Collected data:
- - - - -
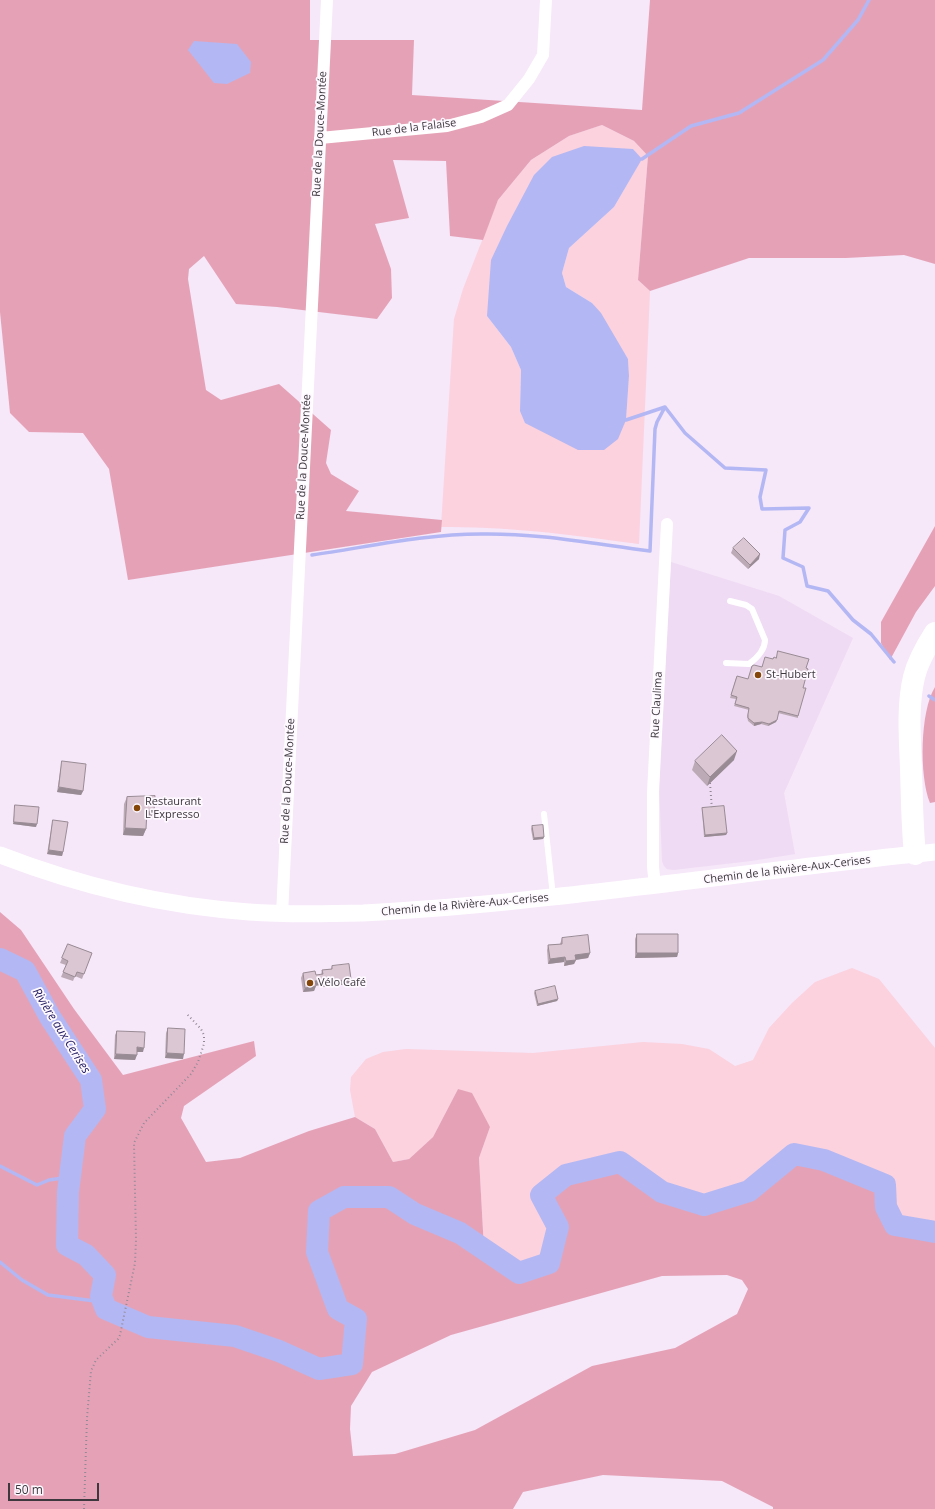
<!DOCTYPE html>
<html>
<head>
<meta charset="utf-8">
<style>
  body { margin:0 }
  #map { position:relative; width:935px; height:1509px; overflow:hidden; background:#f6e7f9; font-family:"Open Sans",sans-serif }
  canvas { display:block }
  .scale { position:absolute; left:8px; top:1483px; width:91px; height:18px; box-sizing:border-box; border:2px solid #3d373e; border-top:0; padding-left:5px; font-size:12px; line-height:14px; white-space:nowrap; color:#3d373e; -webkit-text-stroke:3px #fef8ff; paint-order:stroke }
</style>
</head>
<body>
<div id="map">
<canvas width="935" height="1509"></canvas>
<div class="scale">50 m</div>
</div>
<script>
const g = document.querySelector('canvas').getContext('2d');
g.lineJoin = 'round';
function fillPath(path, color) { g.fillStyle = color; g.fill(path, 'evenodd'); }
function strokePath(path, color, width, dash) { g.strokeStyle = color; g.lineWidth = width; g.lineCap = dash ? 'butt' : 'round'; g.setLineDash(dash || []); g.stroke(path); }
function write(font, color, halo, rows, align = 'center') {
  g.font = font + ' "Open Sans",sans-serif'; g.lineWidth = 3.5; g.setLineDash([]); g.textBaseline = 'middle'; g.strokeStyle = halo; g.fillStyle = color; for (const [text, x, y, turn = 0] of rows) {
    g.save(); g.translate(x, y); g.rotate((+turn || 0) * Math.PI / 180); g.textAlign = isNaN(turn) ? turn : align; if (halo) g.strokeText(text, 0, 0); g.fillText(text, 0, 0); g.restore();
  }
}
fillPath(new Path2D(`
  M 671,562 L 779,596 L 853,638 L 784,793 L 795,854 L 751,861 L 673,870 L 667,869 L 664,866 L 662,861 L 659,784 Z`), '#efdbf4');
fillPath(new Path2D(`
  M 602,125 L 634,141 L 648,156 L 638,280 L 650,291 L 639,544 C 573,535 508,526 441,527 L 454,319 L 463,289 L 498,200 L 531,160 L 569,136 ZM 633,149 L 641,160 L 614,207 L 569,248 L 562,273 L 566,287 L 592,303 L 628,359 L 629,376 L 626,420 L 520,411 L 521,370 L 511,347 L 487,316 Z
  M 852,968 L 879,979 L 935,1048 L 935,1232 L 895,1225 L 886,1207 L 885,1185 L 798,1161 L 749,1191 L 704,1205 L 662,1192 L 620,1162 L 558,1227 L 549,1263 L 519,1273 L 484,1249 L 479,1158 L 490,1127 L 458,1089 L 433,1137 L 409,1159 L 393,1162 L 375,1129 L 355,1117 L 350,1090 L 351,1077 L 366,1059 L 383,1052 L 406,1049 L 533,1053 L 643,1042 L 682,1044 L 709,1049 L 735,1066 L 753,1060 L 769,1028 L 792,1003 L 815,982 Z`), '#fbd2de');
fillPath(new Path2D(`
  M 0,0 L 310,0 L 310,40 L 414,40 L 412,95 L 642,110 L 650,0 L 935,0 L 935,264 L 904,255 L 846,258 L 749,258 L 650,291 L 638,280 L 648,156 L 634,141 L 602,125 L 569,136 L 531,160 L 498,200 L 483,240 L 450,236 L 446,161 L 393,160 L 409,218 L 375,224 L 391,269 L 392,298 L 377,319 L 277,307 L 236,304 L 204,256 L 189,269 L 188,279 L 206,390 L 221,400 L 279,384 L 331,430 L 326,463 L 331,474 L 359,491 L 346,511 L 442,520 L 441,532 L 128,580 L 109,469 L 83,433 L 29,432 L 10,413 L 0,312 Z
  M 935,526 L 935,586 L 916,612 L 890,660 L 881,643 L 881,622 Z
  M 935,687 L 935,802 L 930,803 C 919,776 920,711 935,687 Z
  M 0,912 L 21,930 L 74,1009 L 123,1075 L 254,1041 L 256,1056 L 184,1106 L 181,1118 L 206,1162 L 240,1158 L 309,1131 L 355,1117 L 375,1129 L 393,1162 L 409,1159 L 433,1137 L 458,1089 L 472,1093 L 490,1127 L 479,1158 L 484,1249 L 519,1273 L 549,1263 L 558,1227 L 541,1195 L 566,1175 L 620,1162 L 662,1192 L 704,1205 L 749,1191 L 798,1161 L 824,1160 L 885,1185 L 886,1207 L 895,1225 L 935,1232 L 935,1509 L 773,1509 L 773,1507 L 722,1481 L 603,1475 L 523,1492 L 513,1509 L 0,1509 ZM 727,1275 L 742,1280 L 748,1289 L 737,1314 L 675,1348 L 592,1366 L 475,1430 L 395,1454 L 353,1456 L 350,1429 L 351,1406 L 372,1372 L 451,1335 L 662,1276 Z`), '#e5a2b7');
fillPath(new Path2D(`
  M 194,41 L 237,44 L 251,62 L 250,73 L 227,84 L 214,83 L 188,50 Z
  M 584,146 L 633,149 L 642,159 L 614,207 L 569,248 L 562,273 L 566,287 L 592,303 L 601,313 L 628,359 L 629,376 L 626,420 L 618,439 L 604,450 L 578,450 L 525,423 L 520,411 L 521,370 L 511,347 L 487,316 L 491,260 L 507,226 L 534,175 L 552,157 Z`), '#b3b7f3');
strokePath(new Path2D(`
  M 642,159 L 691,126 L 739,113 L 823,60 L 858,20 L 869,0
  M 626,420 L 665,407 L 685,433 L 725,468 L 766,470 L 760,497 L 762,509 L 809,508 L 800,522 L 785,530 L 783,558 L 803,567 L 807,586 L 828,591 L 853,620 L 871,634 L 894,662
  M 312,555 C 368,547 424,534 481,534 C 538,533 594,544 650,551 L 655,429 L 657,422 L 665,407
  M 929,696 L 935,700
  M 0,1166 L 37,1185 L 49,1180 L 70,1177
  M 0,1262 L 22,1280 L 48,1295 L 103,1302`), '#b3b7f3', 3.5);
strokePath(new Path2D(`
  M 0,959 L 25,971 L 50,1017 L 91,1080 L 95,1109 L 75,1136 L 68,1192 L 67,1245 L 86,1255 L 105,1275 L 101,1296 L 106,1309 L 148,1327 L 235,1336 L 279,1351 L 319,1369 L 352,1364 L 356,1319 L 338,1309 L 317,1252 L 319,1211 L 344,1197 L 389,1197 L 415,1214 L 460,1233 L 519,1273 L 549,1263 L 558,1227 L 541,1195 L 566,1175 L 620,1162 L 662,1192 L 704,1205 L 749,1191 L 794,1154 L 824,1160 L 885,1185 L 886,1207 L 895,1225 L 935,1232`), '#b3b7f3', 22);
strokePath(new Path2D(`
  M 710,783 L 712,810
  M 84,1509 L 87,1418 L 91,1371 L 96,1360 L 118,1339 L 120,1335 L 135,1263 L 136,1240 L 134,1143 L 144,1123 L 191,1074 L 198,1062 L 204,1044 L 204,1035 L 201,1029 L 186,1013`), '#938995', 2, [1, 3]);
strokePath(new Path2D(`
  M 726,663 L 749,664 C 757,658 765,650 765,640 L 752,609 L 746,605 L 730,601
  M 544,814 L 553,896`), '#fff', 6);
strokePath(new Path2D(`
  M 320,138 L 447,126 L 481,117 L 508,105 L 529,79 L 543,55 L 546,0
  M 655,885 L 653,867 L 653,792 L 667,524
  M 282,914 L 327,0`), '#fff', 12);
strokePath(new Path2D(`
  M 0,855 C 80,886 163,906 249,912 C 287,915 325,914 363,913 C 417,910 471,906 524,900 C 661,886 798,866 935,852`), '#fff', 17);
strokePath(new Path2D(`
  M 915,854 C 912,826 912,797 911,769 C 910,739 907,707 914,677 C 918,661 926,647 935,633`), '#fff', 22);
fillPath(new Path2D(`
  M 733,548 L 759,559 L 748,569 L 731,553 Z
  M 773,659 L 806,668 L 798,716 L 798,718 L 778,713 L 776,722 L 768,726 L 761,724 L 754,726 L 748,721 L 747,716 L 749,710 L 734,706 L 736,699 L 730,698 L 736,678 L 748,679 L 762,667 Z
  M 734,760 L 707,786 L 692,770 L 695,761 Z
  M 62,761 L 83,791 L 81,795 L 57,792 L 61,766 Z
  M 127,797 L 154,811 L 151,818 L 146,818 L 146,829 L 143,836 L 123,835 L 124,804 Z
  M 15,805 L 36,827 L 13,824 L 15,807 Z
  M 702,808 L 727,833 L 726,835 L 704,837 L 702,810 Z
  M 53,820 L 63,852 L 62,856 L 47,854 L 52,824 Z
  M 532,826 L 544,837 L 543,839 L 533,840 L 531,829 Z
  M 637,934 L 678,953 L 677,957 L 635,958 L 635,939 Z
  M 562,938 L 590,953 L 588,958 L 576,960 L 574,964 L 564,966 L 564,962 L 548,964 L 547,950 L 548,945 L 560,944 Z
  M 68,944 L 92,953 L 82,979 L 75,976 L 73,981 L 61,977 L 66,965 L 60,963 Z
  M 332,966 L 351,979 L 349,984 L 322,987 L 322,985 L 316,985 L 314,991 L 303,992 L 301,978 L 303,973 L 316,975 L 321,975 L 322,970 L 331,969 Z
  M 535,991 L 558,999 L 557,1001 L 537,1006 L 534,993 Z
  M 168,1028 L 183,1059 L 165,1058 L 166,1033 Z
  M 117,1031 L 143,1052 L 137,1052 L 135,1060 L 114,1059 L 115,1035 Z`), '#bcabb6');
fillPath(new Path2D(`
  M 760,554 L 759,559 L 748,569 L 750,565 Z
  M 777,720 L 776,722 L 768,726 L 769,724 Z
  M 762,722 L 761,724 L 754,726 L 754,723 Z
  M 737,751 L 734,760 L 707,786 L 710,777 Z
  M 59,787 L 83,791 L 81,795 L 57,792 Z
  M 147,811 L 154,811 L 151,818 L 144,818 Z
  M 14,822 L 37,824 L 36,827 L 13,824 Z
  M 125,828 L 146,829 L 143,836 L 123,835 Z
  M 727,833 L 726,835 L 704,837 L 705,835 Z
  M 544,837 L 543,839 L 533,840 L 534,838 Z
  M 49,850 L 63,852 L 62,856 L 47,854 Z
  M 590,953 L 588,958 L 574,960 L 575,955 Z
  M 637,953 L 678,953 L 677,957 L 635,958 Z
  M 565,957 L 564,962 L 548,964 L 550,959 Z
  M 576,960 L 574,964 L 564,966 L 566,961 Z
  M 351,979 L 349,984 L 322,987 L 324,983 Z
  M 323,980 L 322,985 L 314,986 L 315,981 Z
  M 316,986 L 314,991 L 303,992 L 305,988 Z
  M 558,999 L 557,1001 L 537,1006 L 538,1004 Z
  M 137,1047 L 144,1048 L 143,1052 L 136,1052 Z
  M 167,1053 L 184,1054 L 183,1059 L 165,1058 Z
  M 116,1054 L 137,1055 L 135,1060 L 114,1059 Z`), '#998b94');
const building = new Path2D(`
  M 744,538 L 760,554 L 750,565 L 733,548 Z
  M 778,651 L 809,659 L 806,668 L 808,669 L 803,688 L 806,688 L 798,716 L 779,711 L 777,720 L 769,724 L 762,722 L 754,723 L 748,718 L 748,714 L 749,708 L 735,704 L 737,697 L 731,695 L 737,676 L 748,679 L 752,666 L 754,665 L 762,667 L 765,657 L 773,659 L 774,657 L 776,658 Z
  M 722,735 L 737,751 L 710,777 L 695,761 Z
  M 62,761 L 86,764 L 83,791 L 59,787 Z
  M 155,796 L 154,811 L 147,811 L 146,829 L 125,828 L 127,797 Z
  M 15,805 L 39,807 L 37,824 L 14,822 Z
  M 724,806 L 727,833 L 705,835 L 702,808 Z
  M 53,820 L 68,822 L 63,852 L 49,850 Z
  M 543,825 L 544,837 L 534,838 L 532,826 Z
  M 637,934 L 678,934 L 678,953 L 637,953 Z
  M 588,935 L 590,953 L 575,955 L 576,960 L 566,961 L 565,957 L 550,959 L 548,945 L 562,944 L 562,938 Z
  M 68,944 L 92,953 L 84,974 L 77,972 L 75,977 L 63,972 L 68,961 L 62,958 Z
  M 349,964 L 351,979 L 324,983 L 323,980 L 315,981 L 316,986 L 305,988 L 303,973 L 315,971 L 316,975 L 323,974 L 322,970 L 332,969 L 332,966 Z
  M 555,986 L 558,999 L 538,1004 L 535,991 Z
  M 168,1028 L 185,1029 L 184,1054 L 167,1053 Z
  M 117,1031 L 145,1032 L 144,1048 L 137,1047 L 137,1055 L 116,1054 Z`);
fillPath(building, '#dbc7d4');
strokePath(building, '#998b94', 1);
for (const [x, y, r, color] of [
  [758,675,4,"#85460a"],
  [137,808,4,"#85460a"],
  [310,983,4,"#85460a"]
]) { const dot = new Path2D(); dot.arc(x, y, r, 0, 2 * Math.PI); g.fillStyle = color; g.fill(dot); strokePath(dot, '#fef8ff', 1.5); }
write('11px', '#3d373e', '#fef8ff', [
  ["Rue de la Falaise",414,128,-7],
  ["Rue de la Douce-Montée",320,134,-87],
  ["Rue de la Douce-Montée",304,457,-87],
  ["Rue Claulima",657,705,-87],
  ["Rue de la Douce-Montée",288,781,-87],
  ["Chemin de la Rivière-Aux-Cerises",787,870,-7],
  ["Chemin de la Rivière-Aux-Cerises",465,905,-5]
]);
write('11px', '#3d373e', '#fef8ff', [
  ["St-Hubert",766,675],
  ["Restaurant",145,802],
  ["L'Expresso",145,815],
  ["Vélo Café",318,983]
], 'left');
write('italic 12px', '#272164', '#fef8ff', [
  ["Rivière aux Cerises",61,1031,58]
]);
</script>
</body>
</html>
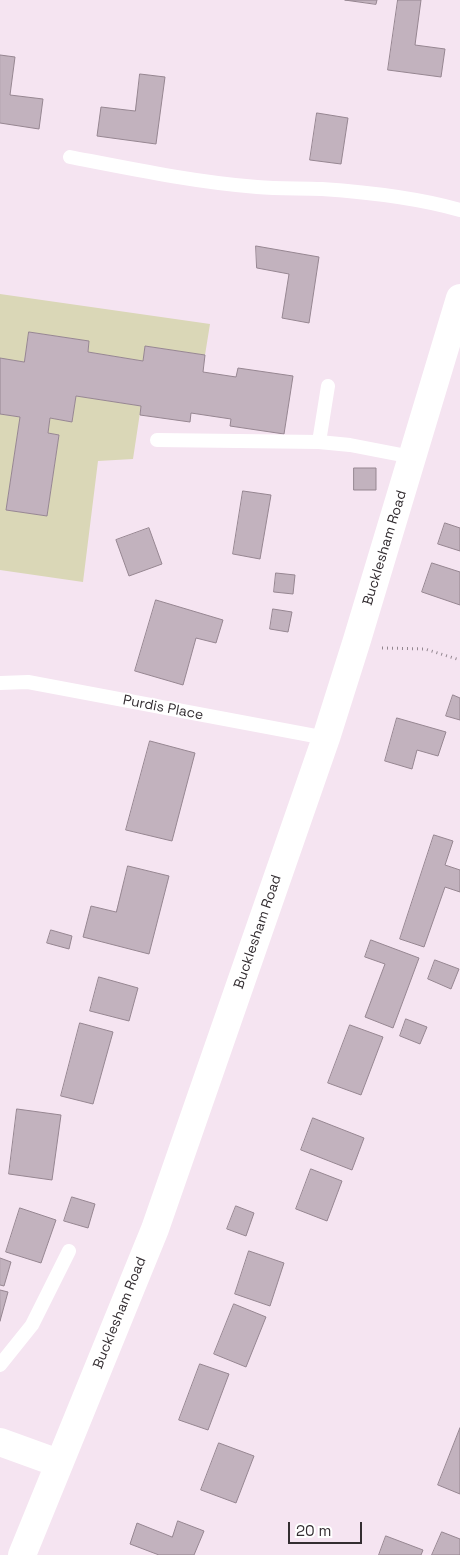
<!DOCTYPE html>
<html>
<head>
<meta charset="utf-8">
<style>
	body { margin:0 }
	#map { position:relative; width:460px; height:1555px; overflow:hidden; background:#f5e4f1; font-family:"Space Grotesk",sans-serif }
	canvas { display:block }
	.scale { position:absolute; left:288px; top:1522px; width:74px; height:22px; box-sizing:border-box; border:2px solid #332d31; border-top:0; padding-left:6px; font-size:15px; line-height:18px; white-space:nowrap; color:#332d31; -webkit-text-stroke:4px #fff; paint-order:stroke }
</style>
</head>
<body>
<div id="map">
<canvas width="460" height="1555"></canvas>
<div class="scale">20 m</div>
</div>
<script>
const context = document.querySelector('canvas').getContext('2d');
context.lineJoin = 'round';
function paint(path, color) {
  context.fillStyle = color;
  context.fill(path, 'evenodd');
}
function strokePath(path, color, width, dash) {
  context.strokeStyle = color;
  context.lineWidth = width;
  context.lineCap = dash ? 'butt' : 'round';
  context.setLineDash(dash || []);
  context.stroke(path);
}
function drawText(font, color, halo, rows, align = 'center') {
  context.font = font + ' "Space Grotesk",sans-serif';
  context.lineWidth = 4;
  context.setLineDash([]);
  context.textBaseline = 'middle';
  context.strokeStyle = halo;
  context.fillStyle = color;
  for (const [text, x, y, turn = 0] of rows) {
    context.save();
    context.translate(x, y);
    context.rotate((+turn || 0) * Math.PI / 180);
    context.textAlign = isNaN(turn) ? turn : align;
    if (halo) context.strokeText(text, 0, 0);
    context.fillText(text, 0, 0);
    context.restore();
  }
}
const green = new Path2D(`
	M0 294 210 324 205 355 145 346 143 361 88 352 89 341 29 332 24 362 0 358Z
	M76 396 141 406 133 459 98 461 83 582 0 570V414L20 417 6 510 47 516 59 435 48 433 50 418 72 422Z`);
const building = new Path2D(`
	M345 0H377L376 4Z
	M398 0H421L415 45 445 49 441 77 388 70Z
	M0 55 15 57 10 95 43 99 39 129 0 123Z
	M140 74 165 77 156 144 97 136 101 107 135 111Z
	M317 113 348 118 341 164 310 160Z
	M256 246 319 257 309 323 282 318 289 274 257 268Z
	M29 332 89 341 88 352 143 361 145 346 205 355 203 372 236 377 238 368 293 376 284 434 230 426 231 419 191 413 190 422 140 415 141 406 76 396 72 422 50 418 48 433 59 435 47 516 6 510 20 417 0 414V358L24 362Z
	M354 468H376V490H354Z
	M243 491 271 495 260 559 233 554Z
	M445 523 460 528V551L438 544Z
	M149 528 162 564 129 576 116 540Z
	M432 563 460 572V605L422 592Z
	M276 573 295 575 293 594 274 592Z
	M156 600 223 620 216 643 196 638 183 685 135 671Z
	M273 609 292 612 288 632 270 629Z
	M453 695 460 698V720L446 716Z
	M397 718 446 732 438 756 417 750 412 769 385 761Z
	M150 741 195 753 172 841 126 830Z
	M434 835 453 841 445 865 460 870V892L445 887 424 947 400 939Z
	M128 866 169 876 149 954 83 937 91 906 116 912Z
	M51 930 72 936 69 949 47 943Z
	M371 940 419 958 393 1028 365 1017 385 964 365 957Z
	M435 960 459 969 451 989 428 979Z
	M99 977 138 988 129 1021 90 1011Z
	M406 1019 427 1027 420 1044 400 1036Z
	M80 1023 113 1032 93 1104 61 1096Z
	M350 1025 383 1037 361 1095 328 1083Z
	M17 1109 61 1115 52 1180 9 1174Z
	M313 1118 364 1138 352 1170 301 1150Z
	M311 1169 342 1181 327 1221 296 1209Z
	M72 1197 95 1204 88 1228 64 1221Z
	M236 1206 254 1213 246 1236 227 1229Z
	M20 1208 56 1220 41 1263 6 1252Z
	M249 1251 284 1263 270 1306 235 1294Z
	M0 1258 11 1262 4 1286 0 1285Z
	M0 1290 8 1292 0 1321Z
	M234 1304 266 1317 246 1367 214 1354Z
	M200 1364 229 1374 208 1430 179 1420Z
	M460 1428V1494L438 1485Z
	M219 1443 254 1456 236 1503 201 1490Z
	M178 1521 204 1531 194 1555H159L130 1544 137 1523 172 1537Z
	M442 1532 460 1539V1555H432Z
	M386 1536 423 1550 421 1555H379Z`);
const path = new Path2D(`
	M382 648 425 649 460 660`);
const service = new Path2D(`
	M70 157C132 169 194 182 257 187 279 189 300 188 322 189 366 192 418 198 460 210
	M157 440 319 442 350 445 412 457
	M319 442 328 386
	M0 683 28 682 326 738
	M0 1365 32 1325 69 1251`);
const minor = new Path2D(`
	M0 1442 58 1463`);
const tertiary = new Path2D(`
	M22 1555 155 1229 326 738 357 640 460 298`);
const streetNames = [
	["Bucklesham Road",385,548,-73],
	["Purdis Place",163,708,11],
	["Bucklesham Road",258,932,-71],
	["Bucklesham Road",120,1313,-68]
];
paint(green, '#dad7b7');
paint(building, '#c2b2be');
strokePath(building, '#968691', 1);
strokePath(path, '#92868f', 3, [1, 4]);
strokePath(service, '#fff', 14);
strokePath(minor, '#fff', 28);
strokePath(tertiary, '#fff', 28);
drawText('14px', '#332d31', '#fff', streetNames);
</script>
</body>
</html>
- - - - -
• **YOUR OBJECTIVE**
The images in the entries above should be left out; please reproduce exactly the lines from the first through the one containing "g.font = font".

• **EXPECTED ANSWER**
<!DOCTYPE html>
<html>
<head>
<meta charset="utf-8">
<style>
  body { margin:0 }
  #map { position:relative; width:935px; height:1509px; overflow:hidden; background:#f6e7f9; font-family:"Open Sans",sans-serif }
  canvas { display:block }
  .scale { position:absolute; left:8px; top:1483px; width:91px; height:18px; box-sizing:border-box; border:2px solid #3d373e; border-top:0; padding-left:5px; font-size:12px; line-height:14px; white-space:nowrap; color:#3d373e; -webkit-text-stroke:3px #fef8ff; paint-order:stroke }
</style>
</head>
<body>
<div id="map">
<canvas width="935" height="1509"></canvas>
<div class="scale">50 m</div>
</div>
<script>
const g = document.querySelector('canvas').getContext('2d');
g.lineJoin = 'round';
function fillPath(path, color) { g.fillStyle = color; g.fill(path, 'evenodd'); }
function strokePath(path, color, width, dash) { g.strokeStyle = color; g.lineWidth = width; g.lineCap = dash ? 'butt' : 'round'; g.setLineDash(dash || []); g.stroke(path); }
function write(font, color, halo, rows, align = 'center') {
  g.font = font + ' "Open Sans",sans-serif'; g.lineWidth = 3.5; g.setLineDash([]); g.textBaseline = 'middle'; g.strokeStyle = halo; g.fillStyle = color; for (const [text, x, y, turn = 0] of rows) {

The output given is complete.